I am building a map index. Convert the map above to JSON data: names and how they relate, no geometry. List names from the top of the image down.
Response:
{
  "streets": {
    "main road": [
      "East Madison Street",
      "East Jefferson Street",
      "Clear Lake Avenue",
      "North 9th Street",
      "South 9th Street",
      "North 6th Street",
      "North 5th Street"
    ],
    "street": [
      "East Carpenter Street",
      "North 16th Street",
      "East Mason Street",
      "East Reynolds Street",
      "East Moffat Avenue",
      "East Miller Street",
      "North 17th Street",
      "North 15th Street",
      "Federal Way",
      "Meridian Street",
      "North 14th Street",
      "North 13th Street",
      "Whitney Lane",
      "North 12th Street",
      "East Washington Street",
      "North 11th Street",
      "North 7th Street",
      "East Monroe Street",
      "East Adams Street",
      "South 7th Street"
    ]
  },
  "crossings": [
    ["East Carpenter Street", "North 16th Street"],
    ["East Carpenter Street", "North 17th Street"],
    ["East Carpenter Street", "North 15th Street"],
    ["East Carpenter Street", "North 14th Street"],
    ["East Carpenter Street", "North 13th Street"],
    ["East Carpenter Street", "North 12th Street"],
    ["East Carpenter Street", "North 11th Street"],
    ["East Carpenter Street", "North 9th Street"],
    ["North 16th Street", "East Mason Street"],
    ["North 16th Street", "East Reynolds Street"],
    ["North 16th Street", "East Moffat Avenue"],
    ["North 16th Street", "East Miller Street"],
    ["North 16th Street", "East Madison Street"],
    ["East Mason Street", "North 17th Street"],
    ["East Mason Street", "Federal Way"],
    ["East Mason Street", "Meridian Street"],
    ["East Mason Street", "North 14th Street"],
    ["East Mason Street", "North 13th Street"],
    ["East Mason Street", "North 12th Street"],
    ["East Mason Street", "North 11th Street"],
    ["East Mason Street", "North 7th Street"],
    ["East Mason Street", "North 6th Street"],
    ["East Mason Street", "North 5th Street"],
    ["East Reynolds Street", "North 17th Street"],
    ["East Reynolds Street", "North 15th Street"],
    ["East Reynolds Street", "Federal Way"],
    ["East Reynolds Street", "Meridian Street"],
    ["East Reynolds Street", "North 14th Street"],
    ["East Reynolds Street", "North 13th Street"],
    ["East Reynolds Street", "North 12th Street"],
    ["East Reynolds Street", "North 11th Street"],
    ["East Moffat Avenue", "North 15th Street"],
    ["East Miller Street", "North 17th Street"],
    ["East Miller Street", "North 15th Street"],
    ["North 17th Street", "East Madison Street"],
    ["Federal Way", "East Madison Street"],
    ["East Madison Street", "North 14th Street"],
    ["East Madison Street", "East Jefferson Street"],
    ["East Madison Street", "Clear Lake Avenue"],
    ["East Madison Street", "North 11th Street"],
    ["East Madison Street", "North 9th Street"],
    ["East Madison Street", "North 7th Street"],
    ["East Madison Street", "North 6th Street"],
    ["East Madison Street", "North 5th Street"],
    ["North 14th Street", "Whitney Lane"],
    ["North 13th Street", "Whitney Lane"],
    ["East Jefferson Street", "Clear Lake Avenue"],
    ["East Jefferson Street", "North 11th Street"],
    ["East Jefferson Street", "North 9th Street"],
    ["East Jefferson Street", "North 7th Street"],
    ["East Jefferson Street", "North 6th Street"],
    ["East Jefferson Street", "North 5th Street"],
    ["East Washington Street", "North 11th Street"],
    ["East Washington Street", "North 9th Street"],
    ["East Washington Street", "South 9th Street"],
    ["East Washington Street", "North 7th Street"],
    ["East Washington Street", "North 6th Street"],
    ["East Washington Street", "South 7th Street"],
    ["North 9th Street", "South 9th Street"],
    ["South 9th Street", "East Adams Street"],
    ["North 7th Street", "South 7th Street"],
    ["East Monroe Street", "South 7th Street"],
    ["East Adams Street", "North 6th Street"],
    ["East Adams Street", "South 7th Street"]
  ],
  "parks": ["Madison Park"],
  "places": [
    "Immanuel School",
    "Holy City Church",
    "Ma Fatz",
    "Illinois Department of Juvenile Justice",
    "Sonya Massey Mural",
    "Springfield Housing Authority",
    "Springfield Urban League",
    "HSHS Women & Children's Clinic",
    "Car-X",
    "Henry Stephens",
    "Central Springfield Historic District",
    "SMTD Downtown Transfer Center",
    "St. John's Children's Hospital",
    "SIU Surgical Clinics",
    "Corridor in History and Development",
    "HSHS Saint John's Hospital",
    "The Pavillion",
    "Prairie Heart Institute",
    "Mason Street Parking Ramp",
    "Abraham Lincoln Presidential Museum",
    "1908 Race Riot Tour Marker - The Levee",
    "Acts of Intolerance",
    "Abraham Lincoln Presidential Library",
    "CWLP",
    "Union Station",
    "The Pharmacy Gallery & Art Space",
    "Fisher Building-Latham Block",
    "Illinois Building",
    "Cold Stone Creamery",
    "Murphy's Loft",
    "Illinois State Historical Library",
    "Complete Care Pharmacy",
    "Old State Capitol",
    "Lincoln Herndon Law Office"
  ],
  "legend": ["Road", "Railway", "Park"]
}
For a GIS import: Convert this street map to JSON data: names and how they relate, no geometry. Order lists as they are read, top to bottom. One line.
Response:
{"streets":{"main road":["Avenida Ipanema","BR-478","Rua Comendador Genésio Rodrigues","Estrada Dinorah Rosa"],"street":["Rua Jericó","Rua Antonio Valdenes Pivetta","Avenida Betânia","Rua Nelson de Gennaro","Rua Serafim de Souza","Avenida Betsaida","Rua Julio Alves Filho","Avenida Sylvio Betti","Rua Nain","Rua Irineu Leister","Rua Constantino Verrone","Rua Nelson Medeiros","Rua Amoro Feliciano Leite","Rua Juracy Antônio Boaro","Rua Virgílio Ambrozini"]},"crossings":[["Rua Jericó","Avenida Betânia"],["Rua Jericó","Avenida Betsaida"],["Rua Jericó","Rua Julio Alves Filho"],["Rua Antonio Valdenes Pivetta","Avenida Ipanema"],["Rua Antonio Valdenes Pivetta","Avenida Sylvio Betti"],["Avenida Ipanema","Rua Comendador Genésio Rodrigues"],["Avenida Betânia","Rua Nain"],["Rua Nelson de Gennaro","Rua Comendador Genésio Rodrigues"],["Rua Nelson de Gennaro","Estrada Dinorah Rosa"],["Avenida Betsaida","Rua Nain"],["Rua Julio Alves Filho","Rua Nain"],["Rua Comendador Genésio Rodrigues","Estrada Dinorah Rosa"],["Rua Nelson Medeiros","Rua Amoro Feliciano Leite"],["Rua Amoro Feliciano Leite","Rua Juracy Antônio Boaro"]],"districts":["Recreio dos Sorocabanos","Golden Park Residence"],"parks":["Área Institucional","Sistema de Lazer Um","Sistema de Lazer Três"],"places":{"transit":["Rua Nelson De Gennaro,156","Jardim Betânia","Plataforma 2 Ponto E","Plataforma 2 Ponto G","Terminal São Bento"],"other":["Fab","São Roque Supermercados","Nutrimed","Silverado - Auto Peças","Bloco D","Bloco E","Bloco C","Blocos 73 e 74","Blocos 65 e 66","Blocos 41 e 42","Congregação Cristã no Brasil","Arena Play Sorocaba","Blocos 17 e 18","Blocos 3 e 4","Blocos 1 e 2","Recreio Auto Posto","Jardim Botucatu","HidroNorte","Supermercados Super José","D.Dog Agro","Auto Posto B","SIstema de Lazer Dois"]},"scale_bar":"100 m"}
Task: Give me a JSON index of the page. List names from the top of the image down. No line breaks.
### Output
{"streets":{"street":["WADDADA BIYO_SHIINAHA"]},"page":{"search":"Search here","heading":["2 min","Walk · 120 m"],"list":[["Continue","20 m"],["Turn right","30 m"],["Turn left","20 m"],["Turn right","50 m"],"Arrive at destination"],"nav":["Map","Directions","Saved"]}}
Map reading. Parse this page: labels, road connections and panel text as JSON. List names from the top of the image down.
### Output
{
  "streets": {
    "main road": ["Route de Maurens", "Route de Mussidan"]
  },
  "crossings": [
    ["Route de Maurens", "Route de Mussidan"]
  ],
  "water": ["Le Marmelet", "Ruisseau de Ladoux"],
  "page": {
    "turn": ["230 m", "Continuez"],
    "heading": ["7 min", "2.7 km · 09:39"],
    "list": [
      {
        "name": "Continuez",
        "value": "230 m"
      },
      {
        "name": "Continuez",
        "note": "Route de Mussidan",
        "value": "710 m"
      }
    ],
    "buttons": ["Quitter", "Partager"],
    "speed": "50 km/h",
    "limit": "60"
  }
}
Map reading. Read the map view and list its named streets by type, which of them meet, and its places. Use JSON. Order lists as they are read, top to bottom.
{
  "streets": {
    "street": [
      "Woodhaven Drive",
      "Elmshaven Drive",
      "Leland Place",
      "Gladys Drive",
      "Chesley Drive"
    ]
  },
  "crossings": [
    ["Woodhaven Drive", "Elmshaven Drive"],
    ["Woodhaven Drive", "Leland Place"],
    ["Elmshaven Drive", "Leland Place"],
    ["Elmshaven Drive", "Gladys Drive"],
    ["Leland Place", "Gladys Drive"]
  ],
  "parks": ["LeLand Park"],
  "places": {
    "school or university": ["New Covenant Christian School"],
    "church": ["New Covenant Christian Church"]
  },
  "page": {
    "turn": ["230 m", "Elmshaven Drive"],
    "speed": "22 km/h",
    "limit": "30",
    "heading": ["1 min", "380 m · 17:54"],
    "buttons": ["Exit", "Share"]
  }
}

## What needs to be done
Line count for the string "Lake": state how many lines in the data contain it, and output nothing else.

## Result below
3